Ketika Daniel berbalik untuk menatap Junho, lima jari yang terkepal sekeras batu menghantam wajahnya. Membuat Daniel terhuyung dan merasakan nyeri yang berdenyut di sekitar pipi—mungkin saat ini wajahnya telah berubah memar.

"Brengsek! Aku rasa ini cukup untuk membalas perbuatanmu padaku, tapi meskipun aku menghajarmu hingga sekarat hal itu tidak akan pernah cukup untuk menyembuhkan hati Kayana yang terluka!" Junho meraih kerah baju Daniel dan mengangkatnya untuk berdiri, lantas ia berdesis seraya menatap tajam pada mata Daniel yang menunjukkan tatapan nyalang penuh amarah.

"Bajingan! Aku telah mempercayaimu sebagai sahabatku, tapi bagaimana mungkin kau bisa menyembunyikan keberadaan Kayana dariku, supaya kau bisa bebas tinggal satu atap dengannya?" Daniel membalas menarik baju yang Junho kenakan.

"Sialan kau, Daniel, jika yang ada dalam isi kepalamu seperti itu. Aku sebagai sahabatmu juga akan merasakan sakit seperti yang Istrimu tengah rasakan. Aku bersumpah tidak pernah berniat untuk menjauhkanmu darinya!" Suara Junho terdengar murka. "Apakah masuk akal semua ini? Untuk apa aku memberitahumu kalau Kayana masih berada di Singapore jika aku menginginkannya?" Ia menggelengkan kepala dengan wajah yang menunjukkan kekecewaan.

"Seharusnya kau bertanya lebih dulu sebelum mengeluarkan kata-kata yang menyakitkan," Junho menambahkan dengan suara pelan, Daniel merasa pegangan pria itu di kerah bajunya telah mengendur. Junho memutar tubuh, tangannya meraih jaket yang tersampir di atas Sofa, "Selesaikan urusan kalian dan minta maaflah padanya!" Lalu ia menarik gagang pintu lantas keluar tanpa menoleh pada Daniel yang masih berdiri kaku. Daniel tidak tahu harus berbuat apa saat rasa bersalah menghinggapi seluruh organ vitalnya.

Kenyataannya di sini ia mulai menyadari satu hal, semua yang terlihat tidaklah seperti kenyataan yang ia bayangkan. Kesalah pahaman fatal telah terjadi, dan hal tersebut telah melukai hati Kayana dan Junho secara fisik. Daniel tidak tahu harus berbuat apa ketika ia menatap pintu kamar yang tertutup dengan keberadaan Kayana di dalamnya.

Demi Tuhan, ia bersikap seperti itu karena merasa sangat kecewa dan sakit hati. Sekalipun itu hanya kesalah pahaman, tapi hatinya memang sempat berdarah-darah.

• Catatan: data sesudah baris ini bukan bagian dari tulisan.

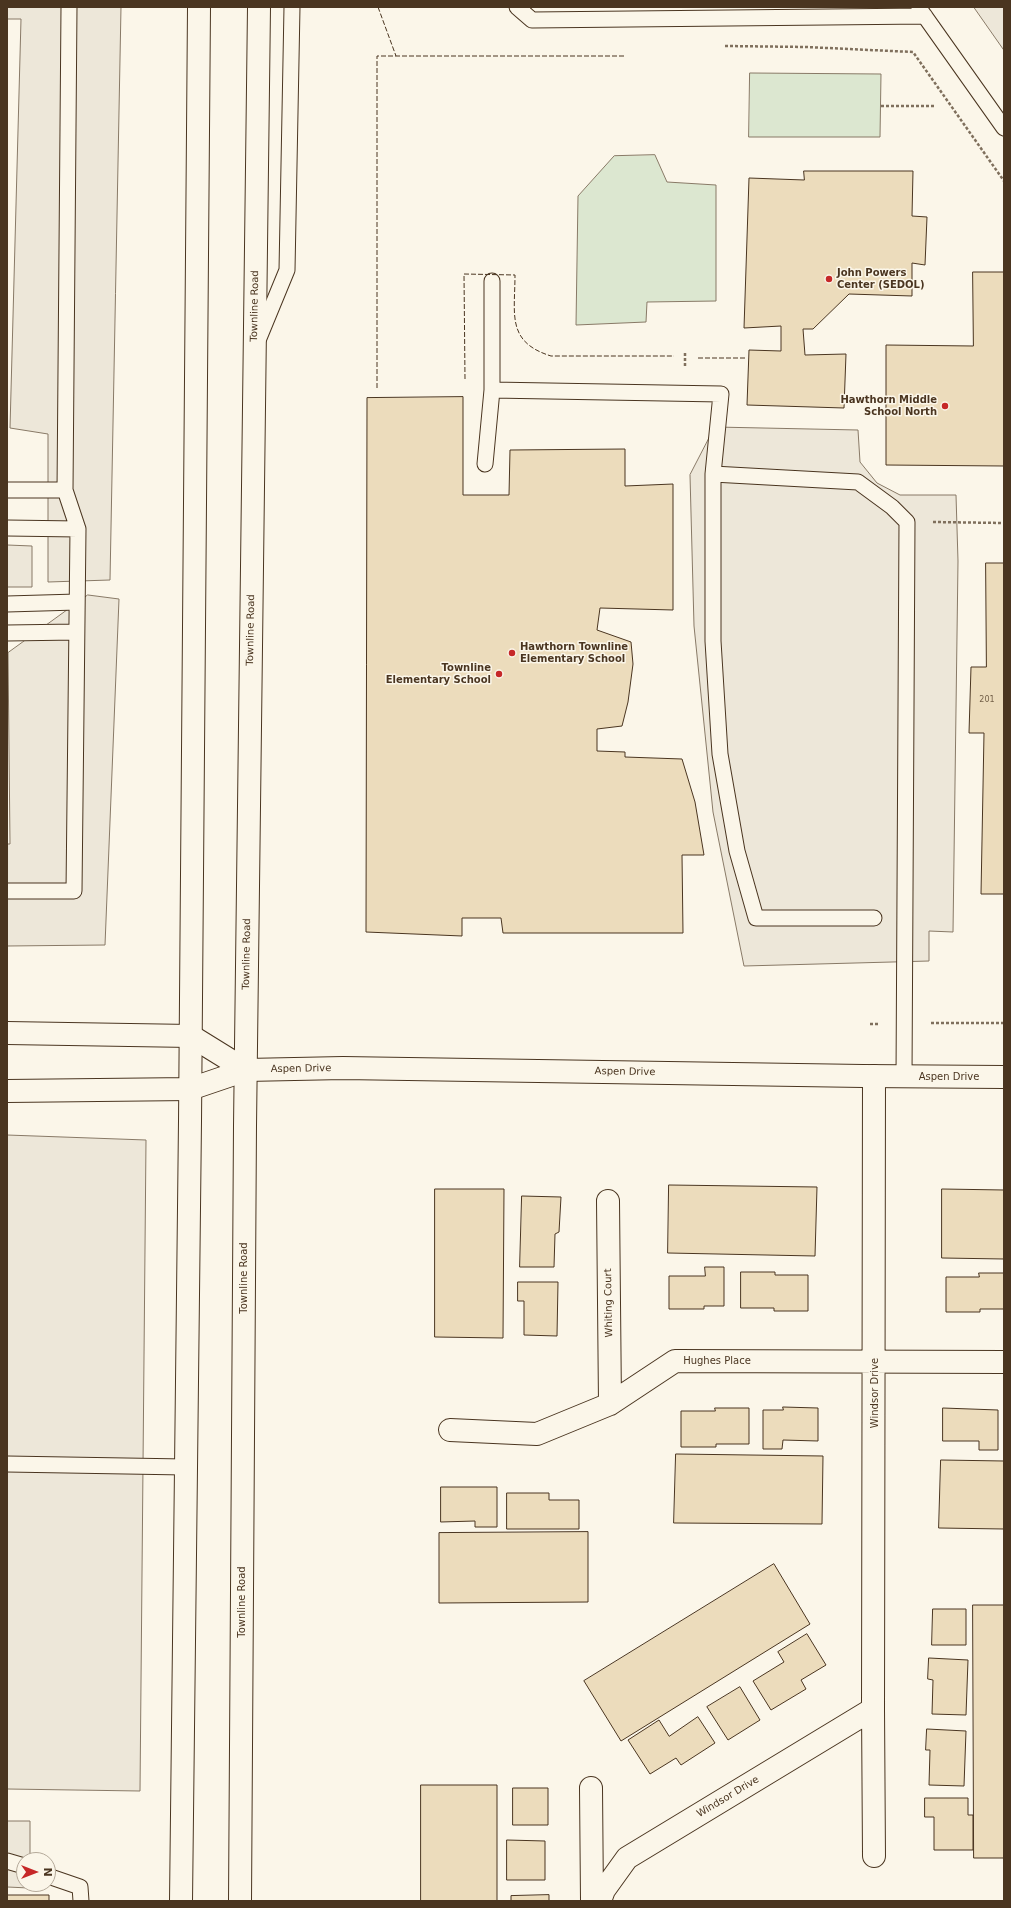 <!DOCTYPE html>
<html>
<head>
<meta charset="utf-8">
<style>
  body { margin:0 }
  #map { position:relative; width:1011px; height:1908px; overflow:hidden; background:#fbf6e9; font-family:"DejaVu Sans",sans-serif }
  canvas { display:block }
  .frame { position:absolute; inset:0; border:8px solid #4a3520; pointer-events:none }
  .north { position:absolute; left:16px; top:1852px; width:40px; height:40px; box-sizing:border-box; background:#fbf6e9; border:1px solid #b4a999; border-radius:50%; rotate:90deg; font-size:11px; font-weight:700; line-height:16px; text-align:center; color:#4a3520 }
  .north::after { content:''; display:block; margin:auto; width:14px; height:18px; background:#c62828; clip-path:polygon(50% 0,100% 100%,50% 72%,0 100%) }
</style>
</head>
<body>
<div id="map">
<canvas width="1011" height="1908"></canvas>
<div class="frame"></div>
<div class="north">N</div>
</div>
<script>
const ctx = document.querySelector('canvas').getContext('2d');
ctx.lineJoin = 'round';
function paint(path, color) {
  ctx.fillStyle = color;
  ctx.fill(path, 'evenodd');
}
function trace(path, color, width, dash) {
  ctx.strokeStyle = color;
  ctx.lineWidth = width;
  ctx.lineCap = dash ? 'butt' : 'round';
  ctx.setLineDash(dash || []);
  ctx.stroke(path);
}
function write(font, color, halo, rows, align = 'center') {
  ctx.font = font + ' "DejaVu Sans",sans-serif';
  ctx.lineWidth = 3;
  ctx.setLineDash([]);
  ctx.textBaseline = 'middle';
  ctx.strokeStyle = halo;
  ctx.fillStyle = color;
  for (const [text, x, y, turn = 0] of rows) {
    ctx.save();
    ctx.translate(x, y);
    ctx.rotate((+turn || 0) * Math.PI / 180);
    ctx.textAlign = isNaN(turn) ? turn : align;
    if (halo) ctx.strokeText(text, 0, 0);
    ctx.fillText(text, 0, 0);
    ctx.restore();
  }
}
const green = new Path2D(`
  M 750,73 L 881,74 L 880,137 L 749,137 Z
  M 655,155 L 667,182 L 716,185 L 716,301 L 647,302 L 646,322 L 576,325 L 578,196 L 614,156 Z`);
const parking = new Path2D(`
  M 7,7 L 121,7 L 110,580 L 48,582 L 48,434 L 10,428 L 21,19 L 7,19 Z
  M 974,7 L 1004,7 L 1004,50 Z
  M 715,427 L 858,430 L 860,462 L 877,483 L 900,495 L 956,495 L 958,561 L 953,932 L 929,931 L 929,961 L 744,966 L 713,812 L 694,626 L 690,475 Z
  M 7,545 L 32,546 L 32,587 L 7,587 Z
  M 88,595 L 119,599 L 105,945 L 7,946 L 7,844 L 10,844 L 8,653 Z
  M 7,1135 L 146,1140 L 140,1791 L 7,1789 Z
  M 7,1821 L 30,1821 L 30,1860 L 24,1860 L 24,1884 L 29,1884 L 29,1888 L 7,1887 Z`);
const building = new Path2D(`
  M 804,171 L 913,171 L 912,216 L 927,217 L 925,265 L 912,263 L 912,296 L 849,294 L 813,329 L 803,329 L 805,355 L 846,354 L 844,408 L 747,405 L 749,350 L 781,351 L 781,326 L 744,328 L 749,178 L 804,180 Z
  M 973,272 L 1004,272 L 1004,466 L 886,465 L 886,345 L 973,346 Z
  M 463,397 L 463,495 L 509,495 L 510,450 L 625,449 L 625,486 L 673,484 L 673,610 L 600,608 L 597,630 L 631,642 L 633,664 L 628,702 L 622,726 L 597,729 L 597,751 L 625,752 L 625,757 L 682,759 L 695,802 L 704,855 L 682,855 L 683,933 L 503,933 L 501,918 L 462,918 L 462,936 L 366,932 L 367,398 Z
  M 986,563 L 1004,563 L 1004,894 L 981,894 L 984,733 L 969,733 L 971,667 L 986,667 Z
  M 669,1185 L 817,1187 L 815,1256 L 668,1253 Z
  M 435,1189 L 504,1189 L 503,1338 L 435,1337 Z
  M 942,1189 L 1004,1190 L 1004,1259 L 942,1258 Z
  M 522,1196 L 561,1197 L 559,1232 L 555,1234 L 554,1267 L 520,1267 Z
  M 705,1267 L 724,1267 L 724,1306 L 704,1306 L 704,1309 L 669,1309 L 669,1276 L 705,1276 Z
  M 741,1272 L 775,1272 L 775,1275 L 808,1275 L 808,1311 L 774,1311 L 774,1308 L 741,1308 Z
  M 979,1273 L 1004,1273 L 1004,1309 L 980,1309 L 980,1312 L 946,1312 L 946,1277 L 979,1277 Z
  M 518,1282 L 558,1282 L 557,1336 L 524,1335 L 524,1301 L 518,1301 Z
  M 783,1407 L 818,1408 L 818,1441 L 783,1440 L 782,1449 L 763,1449 L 763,1410 L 783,1410 Z
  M 715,1408 L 749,1408 L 749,1444 L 716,1444 L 716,1447 L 681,1447 L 681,1411 L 715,1411 Z
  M 943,1408 L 998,1410 L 998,1450 L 979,1450 L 979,1441 L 943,1441 Z
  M 676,1454 L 823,1456 L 822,1524 L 674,1523 Z
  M 941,1460 L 1004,1461 L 1004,1529 L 939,1528 Z
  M 441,1487 L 497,1487 L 497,1527 L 475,1527 L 475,1521 L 441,1522 Z
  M 507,1493 L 549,1493 L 549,1500 L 579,1500 L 579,1529 L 507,1529 Z
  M 588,1532 L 588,1602 L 439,1603 L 439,1533 Z
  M 774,1564 L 810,1624 L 621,1741 L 584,1681 Z
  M 973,1605 L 1004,1605 L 1004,1858 L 974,1858 Z
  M 933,1609 L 966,1609 L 966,1645 L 932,1645 Z
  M 807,1634 L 826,1665 L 801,1680 L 806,1689 L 771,1710 L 753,1681 L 784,1662 L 778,1652 Z
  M 929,1658 L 968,1660 L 966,1715 L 932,1714 L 933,1680 L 928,1679 Z
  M 740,1687 L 760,1720 L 728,1740 L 707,1707 Z
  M 698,1717 L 715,1743 L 681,1765 L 676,1758 L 650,1774 L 628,1740 L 659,1720 L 669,1736 Z
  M 927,1729 L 966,1731 L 964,1786 L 929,1785 L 930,1750 L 926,1750 Z
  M 421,1785 L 497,1785 L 497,1901 L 421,1901 Z
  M 513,1788 L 548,1788 L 548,1825 L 513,1825 Z
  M 925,1798 L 968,1798 L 968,1815 L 973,1815 L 973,1850 L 934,1850 L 934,1817 L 925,1817 Z
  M 507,1840 L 545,1841 L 545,1880 L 507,1880 Z
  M 7,1895 L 49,1895 L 49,1901 L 7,1901 Z
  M 549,1895 L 549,1901 L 511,1901 L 511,1896 Z`);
const path = new Path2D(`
  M 725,46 L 806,47 L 913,52 L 1004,181
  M 881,106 L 936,106
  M 685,353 L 685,368
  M 933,522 L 1004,523
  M 931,1023 L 1004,1023
  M 870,1024 L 880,1024`);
const lane = new Path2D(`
  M 517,7 L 532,20 L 925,16
  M 919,8 L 1004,128
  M 259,338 L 287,270 L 292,7
  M 492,390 L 721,394 L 713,474
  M 485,464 L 492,390 L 492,281
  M 7,490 L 65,490
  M 7,528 L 78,529
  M 7,604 L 77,602
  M 7,633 L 76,632
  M 7,891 L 74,891 L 78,529 L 65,490 L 69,7
  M 874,918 L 756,918 L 737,851 L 720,754 L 713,641 L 713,474 L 858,482 L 892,507 L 907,522 L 904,1076
  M 7,1464 L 185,1467
  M 7,1861 L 24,1866
  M 48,1876 L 80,1887 L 81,1901`);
const street = new Path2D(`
  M 874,1076 L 873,1709 L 874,1856
  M 608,1201 L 610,1404
  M 450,1430 L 537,1434 L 610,1404 L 675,1361 L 1004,1362
  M 591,1788 L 592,1901
  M 600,1901 L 604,1890 L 627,1858 L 873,1709`);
const secondary = new Path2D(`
  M 7,1033 L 191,1036 L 246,1070
  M 7,1091 L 190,1089 L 246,1070 L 343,1068 L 863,1076 L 1004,1077`);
const primary = new Path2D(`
  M 181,1901 L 190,1121 L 199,7
  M 240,1901 L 245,1125 L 259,7`);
const fence = new Path2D(`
  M 378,7 L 396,56
  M 698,358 L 746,358
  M 465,379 L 464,274 L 515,275 C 515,314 506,342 551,356 L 674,356
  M 377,388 L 377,56 L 625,56`);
const markers = [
  [829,279,4,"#c62828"],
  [945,406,4,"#c62828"],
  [512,653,4,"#c62828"],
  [499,674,4,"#c62828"]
];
const numberNames = [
  ["201",987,700]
];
const poiNames = [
  ["John Powers",837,273],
  ["Center (SEDOL)",837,285],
  ["Hawthorn Middle",937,400,"right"],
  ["School North",937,412,"right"],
  ["Hawthorn Townline",520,647],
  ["Elementary School",520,659],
  ["Townline",491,668,"right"],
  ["Elementary School",491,680,"right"]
];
const streetNames = [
  ["Townline Road",255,306,-89],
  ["Townline Road",251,630,-89],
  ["Townline Road",247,954,-89],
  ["Aspen Drive",301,1069,-1],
  ["Aspen Drive",625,1072,1],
  ["Aspen Drive",949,1077],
  ["Townline Road",244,1278,-90],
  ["Whiting Court",609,1303,-91],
  ["Hughes Place",717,1361],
  ["Windsor Drive",875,1393,-90],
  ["Townline Road",242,1602,-90],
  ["Windsor Drive",728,1797,-31]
];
paint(green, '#dce7d0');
trace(green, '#887966', 1);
paint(parking, '#ede7d9');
trace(parking, '#887966', 1);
paint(building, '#ecdcbc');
trace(building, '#4a3520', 1);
trace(lane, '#4a3520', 17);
trace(street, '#4a3520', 24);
trace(secondary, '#4a3520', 24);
trace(primary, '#4a3520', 24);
trace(path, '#7f6f5c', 2.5, [3, 2]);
trace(lane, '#fbf6e9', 15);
trace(street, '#fbf6e9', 22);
trace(secondary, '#fbf6e9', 22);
trace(primary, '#fbf6e9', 22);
trace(fence, '#4a3520', 1, [5, 2]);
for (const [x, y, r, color] of markers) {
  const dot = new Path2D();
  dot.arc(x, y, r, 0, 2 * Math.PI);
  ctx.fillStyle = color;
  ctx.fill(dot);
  trace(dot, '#fbf6e9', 1.5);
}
write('8px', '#725f47', null, numberNames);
write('bold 10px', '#4a3520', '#fbf6e9', poiNames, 'left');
write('10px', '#4a3520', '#fbf6e9', streetNames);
</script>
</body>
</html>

Daniel bukannya ingin mencari pembenaraan untuk dirinya sendiri, tapi ia memang terluka saat mengetahui Junho dan Kayana pulang ke tempat yang sama.

Ingin rasanya ia memohon maaf, namun niat tersebut diurungkan saat ia membuka pintu dan mendapati tubuh Kayana yang bergetar. Tampak jelas wanitanya tengah menangis dan berusaha meredam semua rintihan agar tidak dapat di dengar oleh siapapun. Dengan hati yang sama terluka, Daniel memilih untuk bersandar pada tembok, niatnya untuk masuk dan meminta maaf telah pupus seiring dengan rasa penyesalan yang kian bertambah. Ia telah melukai perasaan Istrinya, bahkan rasa cemburu telah mengalahkan akal sehat untuk mempercayai Kayana dan tidak gegabah dalam mengambil tindakan.

Suasana yang penuh kesedihan kian terasa tatkala sang langit mencurahkan air hujan yang tidak sanggup lagi dibawa awan. Mengalir deras dan menyebabkan suara gemericik yang terasa mengolok kepedihannya, Daniel menutup jendela di dekat ruang tengah. Ia merasa lelah dengan semua pemikiran yang menyakitkan, dipisahkan dari Kayana begitu saja—itu sama halnya seseorang telah mengiris urat nadinya secara perlahan—ia kehilangan akal sehat kala mengetahui dan menyaksikan dengan mata kepala sendiri bahwa Junho selama ini mengetahui dengan pasti di mana Kayana berada, namun pria itu tidak pernah sekalipun memberitahunya.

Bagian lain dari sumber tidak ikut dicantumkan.